Records drawn from a dataset:
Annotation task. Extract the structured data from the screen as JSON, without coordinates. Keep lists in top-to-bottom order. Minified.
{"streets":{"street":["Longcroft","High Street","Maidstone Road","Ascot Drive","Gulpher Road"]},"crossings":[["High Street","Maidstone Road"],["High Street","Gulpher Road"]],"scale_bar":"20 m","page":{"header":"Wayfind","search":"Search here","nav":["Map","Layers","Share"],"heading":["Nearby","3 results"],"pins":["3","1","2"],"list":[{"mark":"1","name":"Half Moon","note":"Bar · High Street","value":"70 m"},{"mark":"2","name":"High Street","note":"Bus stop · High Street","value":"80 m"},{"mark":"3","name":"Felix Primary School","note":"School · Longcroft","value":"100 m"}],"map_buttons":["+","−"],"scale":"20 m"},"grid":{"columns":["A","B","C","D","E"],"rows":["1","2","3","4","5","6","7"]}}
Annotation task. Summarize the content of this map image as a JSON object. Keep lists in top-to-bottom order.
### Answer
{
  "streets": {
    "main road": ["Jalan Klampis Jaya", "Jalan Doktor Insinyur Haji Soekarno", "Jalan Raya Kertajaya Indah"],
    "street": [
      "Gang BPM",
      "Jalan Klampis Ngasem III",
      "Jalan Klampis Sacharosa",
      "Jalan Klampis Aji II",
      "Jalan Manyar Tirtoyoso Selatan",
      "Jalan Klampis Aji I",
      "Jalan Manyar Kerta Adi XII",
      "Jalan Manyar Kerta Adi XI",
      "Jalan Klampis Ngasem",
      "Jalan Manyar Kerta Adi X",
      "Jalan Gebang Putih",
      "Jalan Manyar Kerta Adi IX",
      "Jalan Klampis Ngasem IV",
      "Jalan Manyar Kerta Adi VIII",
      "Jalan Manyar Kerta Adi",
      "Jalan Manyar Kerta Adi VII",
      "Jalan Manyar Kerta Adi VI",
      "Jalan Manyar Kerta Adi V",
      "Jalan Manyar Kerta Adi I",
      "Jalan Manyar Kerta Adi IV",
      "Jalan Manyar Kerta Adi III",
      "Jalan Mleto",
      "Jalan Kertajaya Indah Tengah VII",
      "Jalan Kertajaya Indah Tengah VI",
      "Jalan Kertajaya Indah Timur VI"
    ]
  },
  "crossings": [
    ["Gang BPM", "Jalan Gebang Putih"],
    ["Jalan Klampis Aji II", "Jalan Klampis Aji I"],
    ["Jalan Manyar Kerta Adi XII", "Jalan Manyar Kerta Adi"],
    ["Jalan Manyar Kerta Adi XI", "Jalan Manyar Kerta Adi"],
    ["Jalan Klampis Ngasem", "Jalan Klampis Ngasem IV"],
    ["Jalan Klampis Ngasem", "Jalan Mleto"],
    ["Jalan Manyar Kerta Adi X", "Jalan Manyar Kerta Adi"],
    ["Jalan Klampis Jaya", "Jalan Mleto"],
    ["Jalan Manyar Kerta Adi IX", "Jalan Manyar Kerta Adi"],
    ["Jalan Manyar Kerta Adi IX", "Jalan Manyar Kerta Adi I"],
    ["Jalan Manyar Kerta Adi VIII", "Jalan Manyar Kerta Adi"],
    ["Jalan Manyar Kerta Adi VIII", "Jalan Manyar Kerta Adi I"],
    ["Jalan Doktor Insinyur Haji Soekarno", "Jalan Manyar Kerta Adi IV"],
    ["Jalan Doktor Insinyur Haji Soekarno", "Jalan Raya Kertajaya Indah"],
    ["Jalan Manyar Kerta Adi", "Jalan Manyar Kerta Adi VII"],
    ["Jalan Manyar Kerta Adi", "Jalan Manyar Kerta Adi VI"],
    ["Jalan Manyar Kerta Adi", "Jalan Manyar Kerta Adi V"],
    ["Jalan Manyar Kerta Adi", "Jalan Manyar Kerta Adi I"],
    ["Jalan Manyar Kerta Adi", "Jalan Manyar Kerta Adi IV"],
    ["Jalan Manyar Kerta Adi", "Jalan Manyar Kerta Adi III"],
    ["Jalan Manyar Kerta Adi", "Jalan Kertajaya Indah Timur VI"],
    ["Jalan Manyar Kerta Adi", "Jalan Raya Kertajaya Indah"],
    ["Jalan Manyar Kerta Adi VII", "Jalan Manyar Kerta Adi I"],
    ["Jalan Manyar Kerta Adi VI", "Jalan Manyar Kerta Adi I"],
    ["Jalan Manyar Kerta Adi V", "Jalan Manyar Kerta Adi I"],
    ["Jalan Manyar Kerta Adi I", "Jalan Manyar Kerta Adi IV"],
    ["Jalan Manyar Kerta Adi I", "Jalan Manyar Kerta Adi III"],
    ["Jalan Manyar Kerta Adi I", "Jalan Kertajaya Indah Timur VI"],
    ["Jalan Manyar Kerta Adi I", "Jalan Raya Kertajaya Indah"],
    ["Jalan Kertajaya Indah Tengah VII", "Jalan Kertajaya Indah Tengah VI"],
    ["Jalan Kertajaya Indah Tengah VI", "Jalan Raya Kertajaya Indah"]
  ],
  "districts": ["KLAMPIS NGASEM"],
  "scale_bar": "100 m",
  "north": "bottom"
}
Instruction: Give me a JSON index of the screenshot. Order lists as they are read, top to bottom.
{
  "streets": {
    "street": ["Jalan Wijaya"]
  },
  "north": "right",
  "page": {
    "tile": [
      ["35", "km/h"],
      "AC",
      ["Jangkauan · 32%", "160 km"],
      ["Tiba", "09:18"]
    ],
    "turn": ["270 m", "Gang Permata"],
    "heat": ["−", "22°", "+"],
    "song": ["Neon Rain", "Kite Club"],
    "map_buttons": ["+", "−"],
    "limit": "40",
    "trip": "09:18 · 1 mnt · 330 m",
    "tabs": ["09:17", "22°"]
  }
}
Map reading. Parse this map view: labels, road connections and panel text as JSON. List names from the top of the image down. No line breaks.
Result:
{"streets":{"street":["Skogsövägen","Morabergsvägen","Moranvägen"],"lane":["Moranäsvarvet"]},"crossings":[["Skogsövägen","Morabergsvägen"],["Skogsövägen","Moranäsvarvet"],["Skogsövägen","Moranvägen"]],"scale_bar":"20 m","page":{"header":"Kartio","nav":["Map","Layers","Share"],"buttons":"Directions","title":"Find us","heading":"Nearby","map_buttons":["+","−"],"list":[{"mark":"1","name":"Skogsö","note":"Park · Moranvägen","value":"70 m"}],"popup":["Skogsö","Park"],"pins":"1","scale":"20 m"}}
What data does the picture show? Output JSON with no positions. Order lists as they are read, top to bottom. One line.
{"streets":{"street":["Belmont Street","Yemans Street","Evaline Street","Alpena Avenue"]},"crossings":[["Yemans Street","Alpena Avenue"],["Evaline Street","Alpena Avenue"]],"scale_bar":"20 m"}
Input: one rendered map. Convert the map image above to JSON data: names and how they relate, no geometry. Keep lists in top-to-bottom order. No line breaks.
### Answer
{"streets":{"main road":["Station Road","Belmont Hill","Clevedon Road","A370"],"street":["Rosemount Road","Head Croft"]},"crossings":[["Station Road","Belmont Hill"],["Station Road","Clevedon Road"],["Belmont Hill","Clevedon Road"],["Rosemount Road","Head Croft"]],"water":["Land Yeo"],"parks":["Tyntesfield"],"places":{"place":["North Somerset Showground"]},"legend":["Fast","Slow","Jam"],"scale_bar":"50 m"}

Task item> Provide a count of the lines in the data above that include the word "Keep", stating the number alone.

Task solution> 3